Que faire aujourd’hui alors que les médias algériens ne cessent d’agresser le Maroc avec vulgarité et haine? Ne pas répondre? Certes, c’est la sagesse. Mais il faut répondre en rappelant des faits de l’histoire ; il ne faut pas user d’un langage ordurier et insultant. Il faut juste les instruire. Je suis certain que nombre d’Algériens sont de bonne foi et considèrent que le Maroc n’est pas un obstacle à leur bonheur. 

Aujourd’hui, la Grande Mosquée de Paris est convoitée par le régime algérien. Le Figaro du 5 décembre 2015 rappelle que ce lieu de culte a été «inspiré par plusieurs édifices de Fès». Ce sont des artisans marocains qui l’ont construit. Le maréchal Lyautey voulait à l’époque «rendre hommage aux milliers de combattants musulmans du Maghreb morts pour la France lors de la première guerre mondiale».

A propos de Tindouf, le Maroc ne voulant pas envenimer les relations avec le pays frère, accepte le 15 juin 1972 un accord frontalier. Il sera ratifié par l’Algérie en 1973 et par le Maroc en 1992. 

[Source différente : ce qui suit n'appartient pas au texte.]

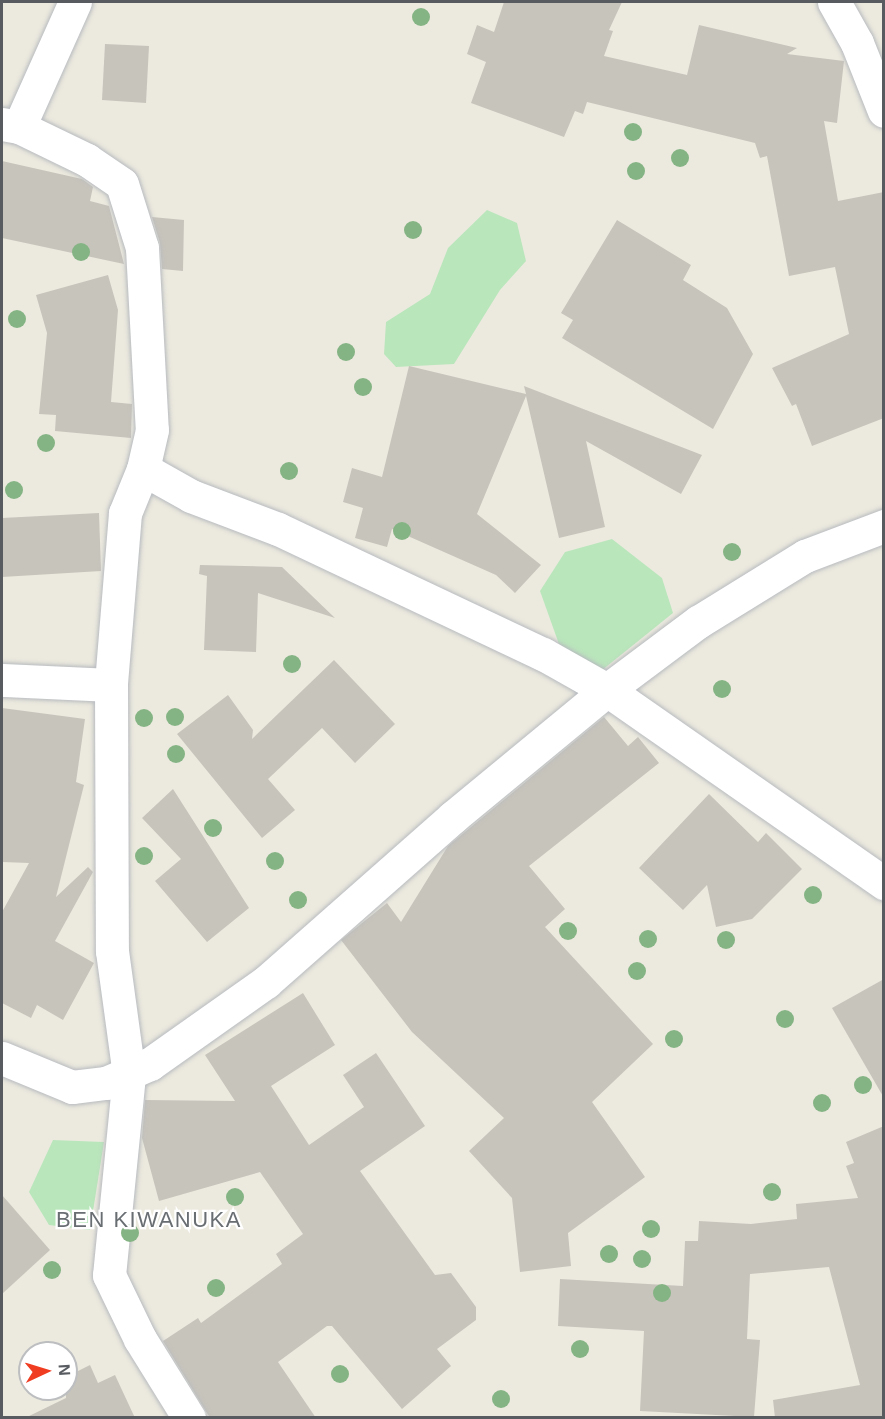 <!DOCTYPE html>
<style>
body{margin:0}
#map{position:relative;width:885px;height:1419px;overflow:hidden;background:#eceadf;font-family:Helvetica,sans-serif}
div>[style]{position:absolute}
[style*='--x']{left:calc(var(--x)*1px);top:calc(var(--y)*1px);width:calc(var(--w)*1px);rotate:calc(var(--a)*1deg)}
.green>*{inset:0;background:#bae6bc}
.building>*{inset:0;background:#c7c4bc}
.roads{filter:drop-shadow(0 0 2px #b7babf) drop-shadow(0 0 2px #b7babf)}
.minor>*{height:33px;margin:-16.5px;padding:0 16.5px;transform-origin:16.5px;border-radius:16.5px;background:#fff}
.trees>*{width:18px;height:18px;margin:-9px;border-radius:50%;background:#85b484}
span{translate:-50% -50%;white-space:nowrap;text-align:center;line-height:1.15;-webkit-text-stroke:4.5px #fff;paint-order:stroke}
.quarter-label{font-size:22px;color:#696e73;letter-spacing:1.5px}
.frame{position:absolute;inset:0;border:3px solid #585c61;pointer-events:none}
.north{position:absolute;left:18px;top:1341px;width:60px;height:60px;box-sizing:border-box;background:#fff;border:2px solid #bcbec0;border-radius:50%;rotate:86deg;font-size:16px;font-weight:700;line-height:24px;text-align:center;color:#585c61}
.north::after{content:'';display:block;margin:auto;width:21px;height:27px;background:#f03d22;clip-path:polygon(50% 0,100% 100%,50% 72%,0 100%)}
</style>
<div id="map">
<div class="green">
<i style="clip-path:polygon(487px 210px,517px 223px,526px 261px,500px 290px,454px 364px,396px 367px,384px 354px,386px 322px,430px 294px,448px 248px)"></i>
<i style="clip-path:polygon(612px 539px,662px 578px,673px 613px,596px 675px,560px 647px,540px 591px,565px 552px)"></i>
<i style="clip-path:polygon(53px 1140px,104px 1142px,90px 1230px,49px 1225px,29px 1192px)"></i>
</div>
<div class="building">
<i style="clip-path:polygon(504px 2px,622px 2px,609px 30px,613px 31px,604px 56px,687px 75px,699px 25px,797px 48px,787px 54px,844px 61px,837px 123px,824px 121px,838px 201px,884px 192px,884px 418px,812px 446px,796px 404px,792px 406px,772px 368px,849px 334px,835px 267px,789px 276px,767px 156px,760px 158px,755px 143px,587px 102px,583px 114px,575px 111px,564px 137px,471px 103px,486px 62px,467px 54px,477px 25px,494px 32px)"></i>
<i style="clip-path:polygon(105px 44px,149px 46px,146px 103px,102px 100px)"></i>
<i style="clip-path:polygon(2px 161px,82px 179px,93px 187px,90px 201px,109px 206px,124px 264px,2px 238px)"></i>
<i style="clip-path:polygon(152px 217px,184px 220px,183px 271px,162px 269px,160px 243px)"></i>
<i style="clip-path:polygon(617px 220px,691px 265px,683px 280px,727px 308px,753px 354px,713px 429px,562px 338px,573px 320px,561px 313px)"></i>
<i style="clip-path:polygon(108px 275px,118px 310px,111px 402px,132px 404px,131px 438px,55px 431px,56px 415px,39px 414px,47px 333px,36px 295px)"></i>
<i style="clip-path:polygon(409px 366px,526px 394px,524px 386px,702px 455px,681px 494px,586px 441px,605px 527px,559px 538px,526px 396px,477px 514px,541px 565px,515px 593px,496px 575px,392px 529px,387px 547px,355px 538px,363px 508px,343px 502px,352px 468px,382px 477px)"></i>
<i style="clip-path:polygon(99px 513px,101px 571px,2px 577px,2px 518px)"></i>
<i style="clip-path:polygon(200px 565px,282px 567px,335px 618px,258px 593px,256px 652px,204px 650px,207px 576px,199px 574px)"></i>
<i style="clip-path:polygon(334px 660px,395px 724px,355px 763px,322px 728px,268px 779px,295px 810px,262px 838px,177px 734px,228px 695px,253px 730px,252px 739px)"></i>
<i style="clip-path:polygon(2px 708px,85px 719px,76px 782px,84px 785px,56px 897px,88px 867px,93px 872px,55px 941px,94px 963px,63px 1020px,37px 1005px,31px 1018px,2px 1003px,2px 912px,29px 863px,2px 862px)"></i>
<i style="clip-path:polygon(604px 717px,628px 746px,638px 737px,659px 763px,529px 866px,565px 909px,545px 927px,653px 1044px,592px 1102px,645px 1177px,568px 1233px,571px 1266px,520px 1272px,512px 1198px,469px 1151px,504px 1118px,412px 1032px,341px 940px,387px 903px,401px 922px,448px 846px)"></i>
<i style="clip-path:polygon(173px 789px,249px 908px,207px 942px,155px 881px,181px 859px,142px 818px)"></i>
<i style="clip-path:polygon(709px 794px,758px 842px,766px 833px,802px 869px,752px 919px,716px 927px,707px 885px,683px 910px,639px 868px)"></i>
<i style="clip-path:polygon(884px 979px,884px 1098px,832px 1008px)"></i>
<i style="clip-path:polygon(303px 993px,335px 1045px,271px 1086px,309px 1145px,364px 1107px,343px 1075px,376px 1053px,425px 1126px,360px 1171px,435px 1275px,451px 1273px,476px 1307px,476px 1320px,437px 1349px,451px 1366px,402px 1409px,332px 1326px,327px 1326px,278px 1362px,316px 1418px,210px 1418px,163px 1341px,198px 1318px,201px 1323px,282px 1264px,276px 1254px,303px 1234px,260px 1172px,159px 1201px,142px 1138px,145px 1100px,235px 1101px,205px 1055px)"></i>
<i style="clip-path:polygon(884px 1126px,884px 1418px,775px 1418px,773px 1400px,860px 1385px,829px 1267px,750px 1274px,747px 1339px,760px 1340px,754px 1417px,640px 1411px,644px 1331px,558px 1326px,560px 1279px,683px 1286px,685px 1241px,698px 1241px,699px 1221px,751px 1224px,797px 1219px,796px 1204px,858px 1198px,846px 1166px,854px 1163px,846px 1142px)"></i>
<i style="clip-path:polygon(2px 1195px,50px 1250px,2px 1294px)"></i>
<i style="clip-path:polygon(90px 1365px,98px 1383px,115px 1375px,135px 1418px,25px 1418px,66px 1398px,66px 1377px)"></i>
</div>
<div class="roads">
<div class="minor">
<i style="--x:834;--y:2;--w:47;--a:60.7"></i>
<i style="--x:857;--y:43;--w:73;--a:68.3"></i>
<i style="--x:2;--y:124;--w:17;--a:10"></i>
<i style="--x:19;--y:127;--w:76;--a:25.9"></i>
<i style="--x:87;--y:160;--w:42;--a:34.4"></i>
<i style="--x:122;--y:184;--w:67;--a:72.6"></i>
<i style="--x:142;--y:248;--w:182;--a:86.9"></i>
<i style="--x:152;--y:430;--w:40;--a:103"></i>
<i style="--x:143;--y:469;--w:48;--a:112.2"></i>
<i style="--x:125;--y:513;--w:173;--a:94.7"></i>
<i style="--x:111;--y:685;--w:266;--a:89.8"></i>
<i style="--x:112;--y:951;--w:125;--a:82.2"></i>
<i style="--x:129;--y:1075;--w:201;--a:95.7"></i>
<i style="--x:109;--y:1275;--w:71;--a:64.2"></i>
<i style="--x:140;--y:1339;--w:93;--a:58.2"></i>
<i style="--x:19;--y:127;--w:137;--a:-65.9"></i>
<i style="--x:143;--y:469;--w:55;--a:29.4"></i>
<i style="--x:191;--y:496;--w:93;--a:20.8"></i>
<i style="--x:278;--y:529;--w:293;--a:25.3"></i>
<i style="--x:543;--y:654;--w:73;--a:29.4"></i>
<i style="--x:607;--y:690;--w:338;--a:34.9"></i>
<i style="--x:2;--y:680;--w:109;--a:2.6"></i>
<i style="--x:2;--y:1058;--w:76;--a:22.5"></i>
<i style="--x:72;--y:1087;--w:34;--a:-7"></i>
<i style="--x:106;--y:1083;--w:48;--a:-23.4"></i>
<i style="--x:150;--y:1064;--w:142;--a:-35.3"></i>
<i style="--x:266;--y:982;--w:249;--a:-41.4"></i>
<i style="--x:453;--y:817;--w:200;--a:-39.5"></i>
<i style="--x:607;--y:690;--w:114;--a:-36.8"></i>
<i style="--x:698;--y:622;--w:126;--a:-31.7"></i>
<i style="--x:805;--y:556;--w:85;--a:-20.8"></i>
</div>
</div>
<div class="trees">
<i style="left:421px;top:17px"></i>
<i style="left:633px;top:132px"></i>
<i style="left:680px;top:158px"></i>
<i style="left:636px;top:171px"></i>
<i style="left:413px;top:230px"></i>
<i style="left:81px;top:252px"></i>
<i style="left:17px;top:319px"></i>
<i style="left:346px;top:352px"></i>
<i style="left:363px;top:387px"></i>
<i style="left:46px;top:443px"></i>
<i style="left:289px;top:471px"></i>
<i style="left:14px;top:490px"></i>
<i style="left:402px;top:531px"></i>
<i style="left:732px;top:552px"></i>
<i style="left:292px;top:664px"></i>
<i style="left:722px;top:689px"></i>
<i style="left:175px;top:717px"></i>
<i style="left:144px;top:718px"></i>
<i style="left:176px;top:754px"></i>
<i style="left:213px;top:828px"></i>
<i style="left:144px;top:856px"></i>
<i style="left:275px;top:861px"></i>
<i style="left:813px;top:895px"></i>
<i style="left:298px;top:900px"></i>
<i style="left:568px;top:931px"></i>
<i style="left:648px;top:939px"></i>
<i style="left:726px;top:940px"></i>
<i style="left:637px;top:971px"></i>
<i style="left:785px;top:1019px"></i>
<i style="left:674px;top:1039px"></i>
<i style="left:863px;top:1085px"></i>
<i style="left:822px;top:1103px"></i>
<i style="left:772px;top:1192px"></i>
<i style="left:235px;top:1197px"></i>
<i style="left:651px;top:1229px"></i>
<i style="left:130px;top:1233px"></i>
<i style="left:609px;top:1254px"></i>
<i style="left:642px;top:1259px"></i>
<i style="left:52px;top:1270px"></i>
<i style="left:216px;top:1288px"></i>
<i style="left:662px;top:1293px"></i>
<i style="left:580px;top:1349px"></i>
<i style="left:340px;top:1374px"></i>
<i style="left:501px;top:1399px"></i>
</div>
<div class="quarter-label">
<span style="left:149px;top:1220px">BEN KIWANUKA</span>
</div>
<div class="frame"></div>
<div class="north">N</div>
</div>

La mosquée de Paris est en fait un centre cultuel et culturel. On y prie, mais on y mange, on boit du thé à la menthe, on se relaxe au hammam. Bref, c’est un lieu où il n’est pas interdit de faire quelques affaires. Il devrait revenir à la France. Gaston Defferre, ministre de l’Intérieur de François Mitterrand, pour apaiser les relations tumultueuses avec l’Algérie, avait renoncé à la tutelle de cet établissement. Un cadeau à Alger et une injustice à l’égard du Maroc. Voilà pourquoi le Maroc devrait se manifester et rappeler ses droits sur un lieu qui est aussi un symbole politique.